8 Therefore it says, “When he ascended on high he led a host of captives, and he gave gifts to men.” 9 (In saying, “He ascended,” what does it mean but that he had also descended into the lower regions, the earth? 10 He who descended is the one who also ascended far above all the heavens, that he might fill all things.)11 And he gave the apostles, the prophets, the evangelists, the shepherds and teachers, 12 to equip the saints for the work of ministry, for building up the body of Christ…. (ESV)
The spoils of victory that he gave to us so that we can also conquer Satan were apostles, prophets, evangelists, shepherds, and teachers so that every person can be equipped for the work and be built up in Christ. The servant was able to divide the spoils of victory with us because he poured out his life to death, allowing himself to be counted among the transgressors. He carried away the sins of many. Again, the word “bore” means “lifted, carried away, take away.” Notice the parallel made between “baring (carrying away) the sins of many” and “making intercession for the transgressors.” The carrying away of our sins is the same as the making intercession on our behalf.
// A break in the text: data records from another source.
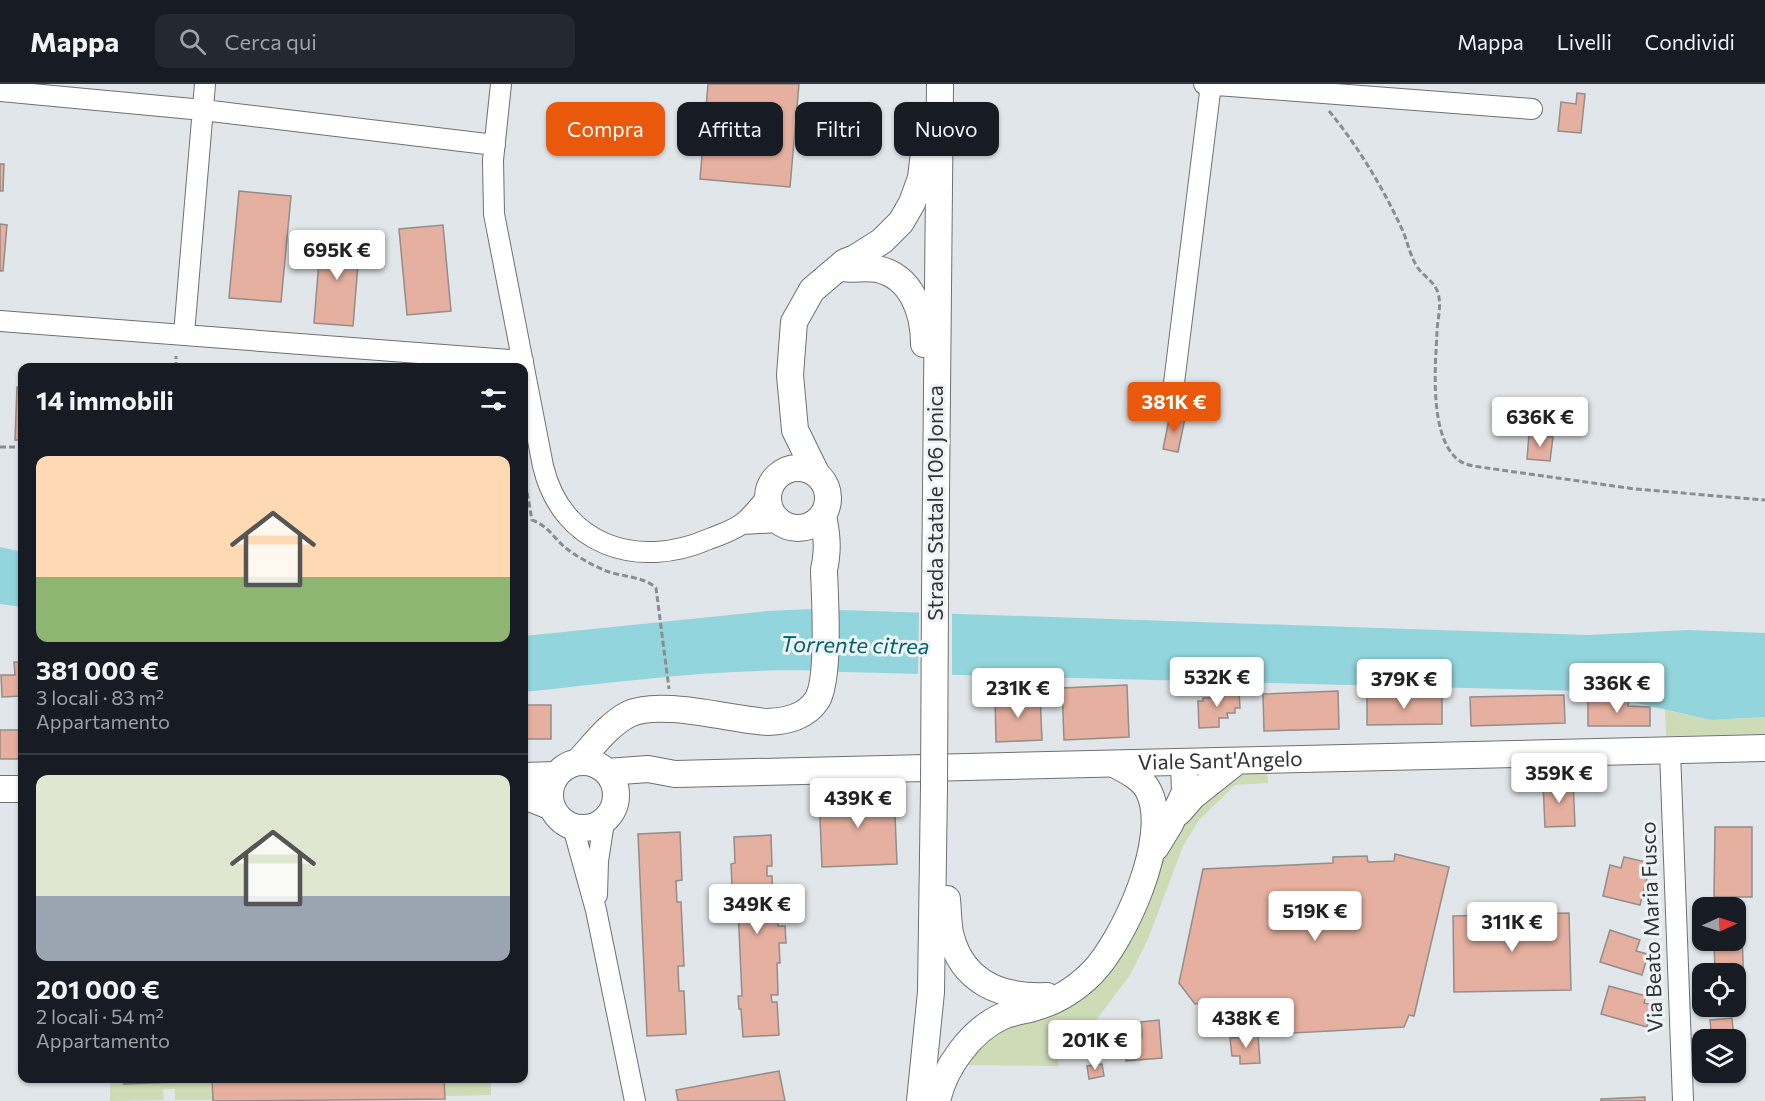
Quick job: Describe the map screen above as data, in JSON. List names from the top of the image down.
{
  "streets": {
    "main road": ["Strada Statale 106 Jonica", "Viale Sant'Angelo"],
    "street": ["Via Beato Maria Fusco"]
  },
  "crossings": [
    ["Viale Sant'Angelo", "Via Beato Maria Fusco"]
  ],
  "water": ["Torrente citrea"],
  "north": "right",
  "page": {
    "header": "Mappa",
    "search": "Cerca qui",
    "nav": ["Mappa", "Livelli", "Condividi"],
    "chip": [
      "Compra",
      "Affitta",
      "Filtri",
      "Nuovo"
    ],
    "price": [
      "695K €",
      "381K €",
      "636K €",
      "532K €",
      "379K €",
      "336K €",
      "231K €",
      "359K €",
      "439K €",
      "349K €",
      "519K €",
      "311K €",
      "438K €",
      "201K €"
    ],
    "heading": "14 immobili",
    "list": [
      {
        "name": "381 000 €",
        "note": "3 locali · 83 m² · Appartamento"
      },
      {
        "name": "201 000 €",
        "note": "2 locali · 54 m² · Appartamento"
      }
    ]
  }
}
The fulfillment of this prophecy occurs in an unusual place, in my opinion. Being numbered with the transgressors is not noted while on the cross, but when he is with his disciples just before the betrayal in Gethsemane.
35 And he said to them, “When I sent you out with no moneybag or knapsack or sandals, did you lack anything?” They said, “Nothing.” 36 He said to them, “But now let the one who has a moneybag take it, and likewise a knapsack. And let the one who has no sword sell his cloak and buy one. 37 For I tell you that this Scripture must be fulfilled in me: ‘And he was numbered with the transgressors.’ For what is written about me has its fulfillment.” 38 And they said, “Look, Lord, here are two swords.” And he said to them, “It is enough.” (Luke 22:35-38; ESV)
The NRSV says “he was numbered with the lawless” and the HCSB says “he was numbered with the outlaws.” The word “transgressors” literally means “without law,” so either of these are also acceptable. Carefully read the text and notice that Jesus says that they need to carry swords so that the scripture will be fulfilled that he was numbered with the transgressors. Therefore, outlaws might be a better translation, saying that he was with those who would appear to be violators of the law. This is a point worthy of deeper study.